The basic question that helps to address this is “what is your test article type?”. For small molecules, invariably there will be two species needed; a rodent and a non-rodent, while for a biopharmaceutical it could be either one species or two species. While there is public pressure to minimize the use of species that are considered more sentient, such as non-human primates, or that have special value to humans, such as dogs or cats, the justification for species selection is a scientific one. Use of an inappropriate species that does not provide the proper data on the test article for humans does not meet the purpose of these safety studies which is to ensure the safety of the volunteers/patients that will participate in the clinical trials. Furthermore, this could result in the FDA placing your program on clinical hold.
For small molecules, the standard means to determine the nonclinical species is through the use of in vitro metabolic profiling. Liver microsomes from a full spectrum of species (mouse, rat, dog, minipig, non-human primate, and human) are incubated with the test material and a profile of metabolic products is obtained. The profile from human is compared to the profile of the other species, and the rodent and non-rodent species that best covers the human metabolic profile are those used for the nonclinical studies. For most small molecules, history has shown this to be the rat and dog; however, it is not uncommon for one of these “standard” species to have a profile different than human and, therefore, the mouse or non-human primate (NHP), or other species, may need to be considered.
For biopharmaceuticals, regulatory agencies require the nonclinical studies to be conducted in the “most relevant” species, with relevance being based on the pharmacology of the test material in the nonclinical species. Species selection for biopharmaceuticals is supported through the use of in vitro and/or in vivo assays that demonstrate the ability of the drug to elicit a pharmacological effect in a particular species. Most biopharmaceuticals are designed to be specific for humans; therefore, they may not exert a pharmacological effect in lower order species such as the mouse, rat, or dog. In these cases, it is possible that the NHP may be the only species used in the nonclinical studies.
Efforts to reduce the time and cost needed for overall drug development has led to increased complexity in nonclinical study designs to maximize the amount of data from the studies being conducted. Addition of nonstandard behavioral, pharmacological, or physiological assessments as well as biomarkers for efficacy/toxicity, or other customized endpoints to standard safety study designs is becoming commonplace. Caution should be exercised when considering the inclusion of additional items to a study design as this can create situations where collection of one type of data may interfere with another type of data due to added stress to the animals.

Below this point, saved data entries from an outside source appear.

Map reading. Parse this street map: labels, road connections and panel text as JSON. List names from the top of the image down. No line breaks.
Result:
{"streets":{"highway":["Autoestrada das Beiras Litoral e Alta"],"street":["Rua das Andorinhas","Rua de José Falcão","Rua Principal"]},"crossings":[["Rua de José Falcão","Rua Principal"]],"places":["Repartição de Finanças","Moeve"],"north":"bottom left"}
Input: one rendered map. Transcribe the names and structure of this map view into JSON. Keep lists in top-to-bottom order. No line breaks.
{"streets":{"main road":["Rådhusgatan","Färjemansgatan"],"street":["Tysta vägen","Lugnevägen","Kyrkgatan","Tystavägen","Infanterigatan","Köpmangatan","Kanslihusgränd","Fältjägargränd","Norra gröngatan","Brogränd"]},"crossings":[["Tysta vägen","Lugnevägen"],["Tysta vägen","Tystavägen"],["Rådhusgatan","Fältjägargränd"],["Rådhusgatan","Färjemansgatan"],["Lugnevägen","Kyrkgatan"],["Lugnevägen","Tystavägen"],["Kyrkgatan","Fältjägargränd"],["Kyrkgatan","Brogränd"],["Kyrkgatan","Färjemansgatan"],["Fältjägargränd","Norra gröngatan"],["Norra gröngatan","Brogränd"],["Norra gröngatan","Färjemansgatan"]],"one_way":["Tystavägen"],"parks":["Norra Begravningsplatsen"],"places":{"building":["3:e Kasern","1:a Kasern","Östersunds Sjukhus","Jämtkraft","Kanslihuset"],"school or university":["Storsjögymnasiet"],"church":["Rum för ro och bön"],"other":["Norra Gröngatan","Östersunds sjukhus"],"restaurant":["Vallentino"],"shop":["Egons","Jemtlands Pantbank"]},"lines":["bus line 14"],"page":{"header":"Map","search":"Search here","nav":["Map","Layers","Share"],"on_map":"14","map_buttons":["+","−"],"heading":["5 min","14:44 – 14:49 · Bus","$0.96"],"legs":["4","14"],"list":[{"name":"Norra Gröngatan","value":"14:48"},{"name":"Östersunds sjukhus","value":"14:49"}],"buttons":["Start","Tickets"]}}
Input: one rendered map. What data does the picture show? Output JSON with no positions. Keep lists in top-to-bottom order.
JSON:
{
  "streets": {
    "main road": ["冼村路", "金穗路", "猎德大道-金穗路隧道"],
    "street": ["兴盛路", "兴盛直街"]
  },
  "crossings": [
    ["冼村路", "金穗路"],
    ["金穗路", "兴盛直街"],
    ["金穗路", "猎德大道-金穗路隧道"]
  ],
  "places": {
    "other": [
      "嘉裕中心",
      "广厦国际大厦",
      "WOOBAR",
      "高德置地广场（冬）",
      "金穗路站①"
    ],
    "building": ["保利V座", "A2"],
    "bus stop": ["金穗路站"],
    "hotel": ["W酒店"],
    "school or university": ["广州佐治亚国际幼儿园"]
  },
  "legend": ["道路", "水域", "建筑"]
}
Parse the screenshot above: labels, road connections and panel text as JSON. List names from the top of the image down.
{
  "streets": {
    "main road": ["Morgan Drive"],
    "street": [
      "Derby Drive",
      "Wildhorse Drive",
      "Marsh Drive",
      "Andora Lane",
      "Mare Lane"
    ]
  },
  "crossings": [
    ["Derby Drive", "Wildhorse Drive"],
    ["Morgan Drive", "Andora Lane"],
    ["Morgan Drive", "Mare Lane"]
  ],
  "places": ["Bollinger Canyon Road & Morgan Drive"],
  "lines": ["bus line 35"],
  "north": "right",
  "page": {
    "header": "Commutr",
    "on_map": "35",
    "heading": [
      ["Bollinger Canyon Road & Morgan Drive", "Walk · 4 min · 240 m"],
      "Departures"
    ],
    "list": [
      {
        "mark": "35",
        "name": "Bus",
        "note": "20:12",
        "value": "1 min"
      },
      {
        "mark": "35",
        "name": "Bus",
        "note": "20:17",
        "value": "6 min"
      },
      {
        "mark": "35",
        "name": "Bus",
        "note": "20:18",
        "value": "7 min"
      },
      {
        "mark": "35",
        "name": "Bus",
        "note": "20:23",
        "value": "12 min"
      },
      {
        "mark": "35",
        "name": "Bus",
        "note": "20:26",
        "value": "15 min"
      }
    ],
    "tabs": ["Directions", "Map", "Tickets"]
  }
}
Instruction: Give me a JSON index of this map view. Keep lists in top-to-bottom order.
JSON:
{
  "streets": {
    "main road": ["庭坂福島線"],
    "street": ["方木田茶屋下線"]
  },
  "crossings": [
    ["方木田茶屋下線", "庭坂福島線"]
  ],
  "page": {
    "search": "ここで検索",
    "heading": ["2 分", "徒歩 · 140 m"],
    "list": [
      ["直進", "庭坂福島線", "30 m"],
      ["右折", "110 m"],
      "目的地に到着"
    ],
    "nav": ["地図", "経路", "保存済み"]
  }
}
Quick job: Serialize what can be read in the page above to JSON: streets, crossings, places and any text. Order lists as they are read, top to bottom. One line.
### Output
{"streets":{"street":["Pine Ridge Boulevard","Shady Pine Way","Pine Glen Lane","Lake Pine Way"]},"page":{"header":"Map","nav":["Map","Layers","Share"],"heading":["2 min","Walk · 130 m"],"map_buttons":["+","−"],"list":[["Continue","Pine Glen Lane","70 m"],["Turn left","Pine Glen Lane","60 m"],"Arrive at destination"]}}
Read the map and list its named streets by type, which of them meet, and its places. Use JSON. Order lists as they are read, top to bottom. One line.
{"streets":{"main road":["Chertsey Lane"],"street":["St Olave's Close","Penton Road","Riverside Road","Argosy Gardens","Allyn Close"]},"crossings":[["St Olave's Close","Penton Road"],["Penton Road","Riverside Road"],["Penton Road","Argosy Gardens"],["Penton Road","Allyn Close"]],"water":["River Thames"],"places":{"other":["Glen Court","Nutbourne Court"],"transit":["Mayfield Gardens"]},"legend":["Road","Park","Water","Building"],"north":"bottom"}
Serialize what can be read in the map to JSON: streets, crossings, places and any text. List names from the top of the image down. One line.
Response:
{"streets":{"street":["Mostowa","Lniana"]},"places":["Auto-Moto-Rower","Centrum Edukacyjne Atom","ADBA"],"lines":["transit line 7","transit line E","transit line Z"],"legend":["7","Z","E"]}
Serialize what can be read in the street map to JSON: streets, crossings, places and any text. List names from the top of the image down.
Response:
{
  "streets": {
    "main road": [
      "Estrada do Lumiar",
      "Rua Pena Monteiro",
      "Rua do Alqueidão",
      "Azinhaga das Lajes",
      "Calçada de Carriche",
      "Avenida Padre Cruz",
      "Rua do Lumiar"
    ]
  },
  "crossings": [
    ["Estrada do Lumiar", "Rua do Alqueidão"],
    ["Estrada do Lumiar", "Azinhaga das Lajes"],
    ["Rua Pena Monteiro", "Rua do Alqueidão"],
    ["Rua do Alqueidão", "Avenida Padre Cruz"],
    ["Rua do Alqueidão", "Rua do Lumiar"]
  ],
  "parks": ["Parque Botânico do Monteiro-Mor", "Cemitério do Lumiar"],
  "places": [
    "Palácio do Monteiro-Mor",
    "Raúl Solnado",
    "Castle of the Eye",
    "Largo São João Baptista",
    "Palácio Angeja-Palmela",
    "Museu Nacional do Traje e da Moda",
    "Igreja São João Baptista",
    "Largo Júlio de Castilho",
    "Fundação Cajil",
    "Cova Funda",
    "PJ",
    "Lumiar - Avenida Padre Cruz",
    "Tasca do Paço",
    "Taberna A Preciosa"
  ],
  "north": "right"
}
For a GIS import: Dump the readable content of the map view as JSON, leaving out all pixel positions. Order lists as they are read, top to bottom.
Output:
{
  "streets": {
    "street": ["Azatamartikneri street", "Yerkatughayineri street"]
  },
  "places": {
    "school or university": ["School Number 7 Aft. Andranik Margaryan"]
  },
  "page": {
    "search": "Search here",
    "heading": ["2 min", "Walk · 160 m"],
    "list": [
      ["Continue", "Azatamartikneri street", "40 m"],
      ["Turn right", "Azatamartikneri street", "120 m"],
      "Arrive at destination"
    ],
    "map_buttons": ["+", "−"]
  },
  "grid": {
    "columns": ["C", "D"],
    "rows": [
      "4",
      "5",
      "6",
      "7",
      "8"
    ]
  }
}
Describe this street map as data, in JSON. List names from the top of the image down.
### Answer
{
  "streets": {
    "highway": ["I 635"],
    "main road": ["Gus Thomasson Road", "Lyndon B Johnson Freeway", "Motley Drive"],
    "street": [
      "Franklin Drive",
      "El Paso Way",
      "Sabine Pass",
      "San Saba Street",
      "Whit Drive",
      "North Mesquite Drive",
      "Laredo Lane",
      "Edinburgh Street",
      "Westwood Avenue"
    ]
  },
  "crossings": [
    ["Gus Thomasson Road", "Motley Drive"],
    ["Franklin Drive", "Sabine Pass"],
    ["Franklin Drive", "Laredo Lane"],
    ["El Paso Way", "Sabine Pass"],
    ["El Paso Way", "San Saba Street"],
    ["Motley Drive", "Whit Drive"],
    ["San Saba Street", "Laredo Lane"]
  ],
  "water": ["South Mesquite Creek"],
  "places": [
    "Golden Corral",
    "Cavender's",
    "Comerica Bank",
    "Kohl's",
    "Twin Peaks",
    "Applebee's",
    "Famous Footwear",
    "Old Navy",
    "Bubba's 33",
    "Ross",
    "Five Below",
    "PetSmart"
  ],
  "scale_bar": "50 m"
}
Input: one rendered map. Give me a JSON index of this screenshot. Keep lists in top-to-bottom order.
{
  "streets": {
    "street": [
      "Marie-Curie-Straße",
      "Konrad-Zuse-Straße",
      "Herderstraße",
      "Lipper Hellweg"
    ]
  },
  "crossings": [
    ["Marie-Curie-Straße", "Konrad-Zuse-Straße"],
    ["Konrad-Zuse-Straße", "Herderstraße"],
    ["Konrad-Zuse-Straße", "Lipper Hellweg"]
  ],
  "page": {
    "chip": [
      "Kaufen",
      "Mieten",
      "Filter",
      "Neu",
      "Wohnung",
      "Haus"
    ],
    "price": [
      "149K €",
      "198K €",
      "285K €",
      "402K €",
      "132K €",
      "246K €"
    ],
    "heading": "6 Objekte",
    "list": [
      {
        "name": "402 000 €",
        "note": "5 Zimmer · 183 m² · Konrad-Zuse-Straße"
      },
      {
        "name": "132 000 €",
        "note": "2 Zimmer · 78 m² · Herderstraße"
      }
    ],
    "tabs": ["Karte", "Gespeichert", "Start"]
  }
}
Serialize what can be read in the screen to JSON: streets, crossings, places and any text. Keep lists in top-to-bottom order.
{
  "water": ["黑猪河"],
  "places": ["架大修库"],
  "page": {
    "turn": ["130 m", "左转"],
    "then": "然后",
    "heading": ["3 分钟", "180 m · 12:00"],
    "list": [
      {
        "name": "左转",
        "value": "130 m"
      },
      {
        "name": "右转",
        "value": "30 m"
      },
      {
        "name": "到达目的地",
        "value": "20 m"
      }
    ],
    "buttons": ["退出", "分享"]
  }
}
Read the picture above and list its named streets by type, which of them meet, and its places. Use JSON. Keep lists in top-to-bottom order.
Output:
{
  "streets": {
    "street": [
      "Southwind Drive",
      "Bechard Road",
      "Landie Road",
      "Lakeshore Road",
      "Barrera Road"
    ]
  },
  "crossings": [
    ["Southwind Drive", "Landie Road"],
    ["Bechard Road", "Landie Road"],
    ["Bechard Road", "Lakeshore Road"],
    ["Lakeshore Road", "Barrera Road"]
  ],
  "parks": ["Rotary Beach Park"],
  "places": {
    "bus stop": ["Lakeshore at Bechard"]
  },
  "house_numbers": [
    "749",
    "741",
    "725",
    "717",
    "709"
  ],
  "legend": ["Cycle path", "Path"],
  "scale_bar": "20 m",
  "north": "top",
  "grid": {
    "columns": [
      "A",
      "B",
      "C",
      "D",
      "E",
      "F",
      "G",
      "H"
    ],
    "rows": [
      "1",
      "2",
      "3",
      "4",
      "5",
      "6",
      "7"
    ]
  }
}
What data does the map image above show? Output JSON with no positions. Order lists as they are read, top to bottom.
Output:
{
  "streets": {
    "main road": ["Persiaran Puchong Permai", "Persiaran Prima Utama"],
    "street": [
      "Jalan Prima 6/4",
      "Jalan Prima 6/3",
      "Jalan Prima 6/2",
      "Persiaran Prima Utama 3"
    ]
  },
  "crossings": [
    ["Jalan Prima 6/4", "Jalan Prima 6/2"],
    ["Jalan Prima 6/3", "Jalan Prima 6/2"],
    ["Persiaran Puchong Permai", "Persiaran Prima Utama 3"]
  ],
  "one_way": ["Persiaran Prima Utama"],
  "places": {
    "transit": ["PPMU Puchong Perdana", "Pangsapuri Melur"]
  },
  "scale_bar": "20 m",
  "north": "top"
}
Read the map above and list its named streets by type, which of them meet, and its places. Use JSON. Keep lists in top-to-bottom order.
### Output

Another aspect to keep in mind is that many of the biomarkers require blood, plasma, and/or serum and there are limits to how much blood can be drawn from the animals. It is important to consult with the CRO on the timing and frequency of these additional assessments to understand the risk of confounding the data or creating adverse effects due to study procedures that could mask or enhance test article effects.
When designing your study, bear in mind that data generated by evaluations such as ECGs and blood pressure can be heavily influenced by the animals being stimulated by the amount of activity in the room at the time. An option to consider is to reorder the evaluations so that some may fall on the second day, or have them occur in a room removed from the high level of activity that coincides with the first day activities. It reduces the chance for errors, reduces the stress on the animals, and increases the quality of the data.